Posted by: waterworks | October 26, 2007

Polar bears don’t like water

Arne Naevra has won a 2007 Shell Wildlife Photographer of the Year award with this image of a young polar bear precariously mounted atop a block of seemingly shrinking ice.  The photograph was taken east of Barentsöya island, in the Svalbard archipelago. Klaus Nigge, one of the judges awarding prizes for the One Earth Award category, is reported as saying “it is the simplicity of the message: the last polar bear on the last piece of ice in a time of global warming.”

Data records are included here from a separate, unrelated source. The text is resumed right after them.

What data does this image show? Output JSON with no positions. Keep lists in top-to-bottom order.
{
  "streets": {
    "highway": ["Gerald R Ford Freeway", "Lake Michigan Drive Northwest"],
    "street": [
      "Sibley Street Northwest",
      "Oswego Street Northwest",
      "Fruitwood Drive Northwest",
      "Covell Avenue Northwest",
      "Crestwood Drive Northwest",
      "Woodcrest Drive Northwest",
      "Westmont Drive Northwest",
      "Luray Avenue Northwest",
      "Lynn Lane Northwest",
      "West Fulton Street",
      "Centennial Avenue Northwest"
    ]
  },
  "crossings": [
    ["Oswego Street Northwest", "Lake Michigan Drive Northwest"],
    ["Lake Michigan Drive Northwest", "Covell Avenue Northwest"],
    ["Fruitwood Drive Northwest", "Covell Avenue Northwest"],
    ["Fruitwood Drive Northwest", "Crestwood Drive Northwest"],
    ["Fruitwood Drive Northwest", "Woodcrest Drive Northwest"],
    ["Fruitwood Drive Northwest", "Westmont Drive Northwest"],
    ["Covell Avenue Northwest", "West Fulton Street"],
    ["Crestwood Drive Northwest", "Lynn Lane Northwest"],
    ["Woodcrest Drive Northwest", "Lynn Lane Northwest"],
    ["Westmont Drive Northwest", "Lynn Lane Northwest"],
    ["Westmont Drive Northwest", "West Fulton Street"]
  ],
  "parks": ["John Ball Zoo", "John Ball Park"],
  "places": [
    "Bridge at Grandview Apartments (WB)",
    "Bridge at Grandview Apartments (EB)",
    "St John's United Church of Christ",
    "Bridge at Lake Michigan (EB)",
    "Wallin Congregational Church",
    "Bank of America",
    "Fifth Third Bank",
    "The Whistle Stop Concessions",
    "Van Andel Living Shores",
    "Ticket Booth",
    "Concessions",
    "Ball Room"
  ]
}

The polar bear’s status as a reluctant poster-boy (or girl) for climate change has not gone unchallenged in recent weeks.  A UK high court judge has ruled that Al Gore’s film An Inconvenient Truth contains “nine significant errors”, one of which is the suggestion that polar bears are being found that have drowned “swimming long distances to find the ice”.  Summing up the case, Mr Justice Barton ruled that “the only scientific study that either side before me can find is one which indicates that four polar bears have recently been found drowned because of a storm”.

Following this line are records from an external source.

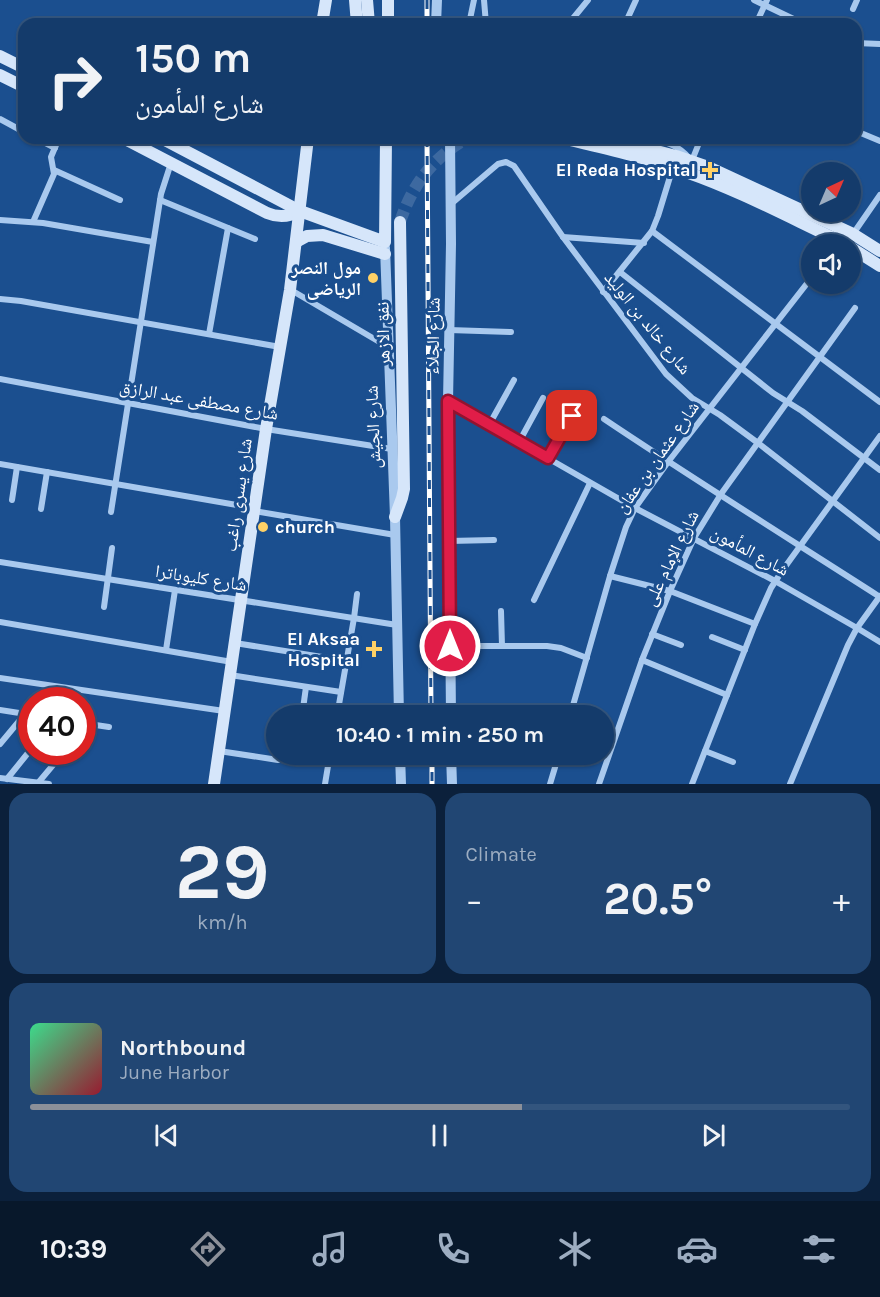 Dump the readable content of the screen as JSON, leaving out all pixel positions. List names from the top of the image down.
{
  "streets": {
    "main road": ["نفق الازهر", "شارع الجيش", "شارع يسرى راغب"],
    "street": [
      "شارع خالد بن الوليد",
      "شارع الجلاء",
      "شارع مصطفى عبد الرازق",
      "شارع عثمان بن عفان",
      "شارع المأمون",
      "شارع الإمام على",
      "شارع كليوباترا"
    ]
  },
  "crossings": [
    ["شارع خالد بن الوليد", "شارع الجلاء"],
    ["شارع خالد بن الوليد", "شارع عثمان بن عفان"],
    ["شارع خالد بن الوليد", "شارع الإمام على"],
    ["نفق الازهر", "شارع الجيش"],
    ["شارع الجلاء", "شارع المأمون"],
    ["شارع مصطفى عبد الرازق", "شارع الجيش"],
    ["شارع مصطفى عبد الرازق", "شارع يسرى راغب"],
    ["شارع الجيش", "شارع كليوباترا"],
    ["شارع عثمان بن عفان", "شارع المأمون"],
    ["شارع يسرى راغب", "شارع كليوباترا"],
    ["شارع المأمون", "شارع الإمام على"]
  ],
  "places": {
    "health": ["El Reda Hospital", "El Aksaa Hospital"],
    "other": ["مول النصر الرياضى", "church"]
  },
  "north": "top right",
  "page": {
    "turn": ["150 m", "شارع المأمون"],
    "limit": "40",
    "trip": "10:40 · 1 min · 250 m",
    "tile": [
      ["29", "km/h"],
      "Climate"
    ],
    "heat": ["−", "20.5°", "+"],
    "song": ["Northbound", "June Harbor"],
    "tabs": "10:39"
  }
}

The judge made his remarks when assessing a case brought by Stewart Dimmock, a Kent school governor and a member of a political group, the New Party, who is opposed to a UK government plan to show the film in schools.   However, Mr Dimmock most likely feels let down by Mr Barton’s overall conclusion that the film is “broadly accurate” in its presentation of climate change and “accords with the latest conclusions of the Intergovernmental Panel on Climate Change.”  Which means that polar bears are going to die in significant numbers at some point in the not too distant future as their hunting grounds melt away.

With only four storm-damaged bears lending empirical weight to Al Gore’s case, it seems surprising that no-one thought to mention the tragic event that unfolded in David Attenborough’s Planet Earth TV series.  Viewers may recall that as the sun melted sea ice, a male polar bear resorted to swimming, unable as he was to wait around any longer for seals to pay him a visit.  Such was the bear’s desparation for food that he later came ashore on a small rocky island, unwisely attacked a walrus and subsequently died of injuries and exhaustion.


Responses

  1. What happened to the polar bear in the picture? He doesnt look happy. Maybe Stewart Dimmock could sit on the iceberg for a few days instead.

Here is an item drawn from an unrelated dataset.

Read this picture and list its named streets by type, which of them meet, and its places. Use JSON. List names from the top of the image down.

  2. Rest assured that Polar Bears are used to precarious balancing acts for long periods of time. One only has to think of Peppy the polar bear who has been balancing on a Foxes Glacier Mint since 1922.

  3. […] four polar bears have recently been found drowned because of a storm” (see the previous post  https://waterworlds.wordpress.com/2007/10/26/polar-bears-dont-like-water/).  Mr Justice Barton remained unconvinced that the plight of the polar bear is real and not […]

  4. Nice site keep it up!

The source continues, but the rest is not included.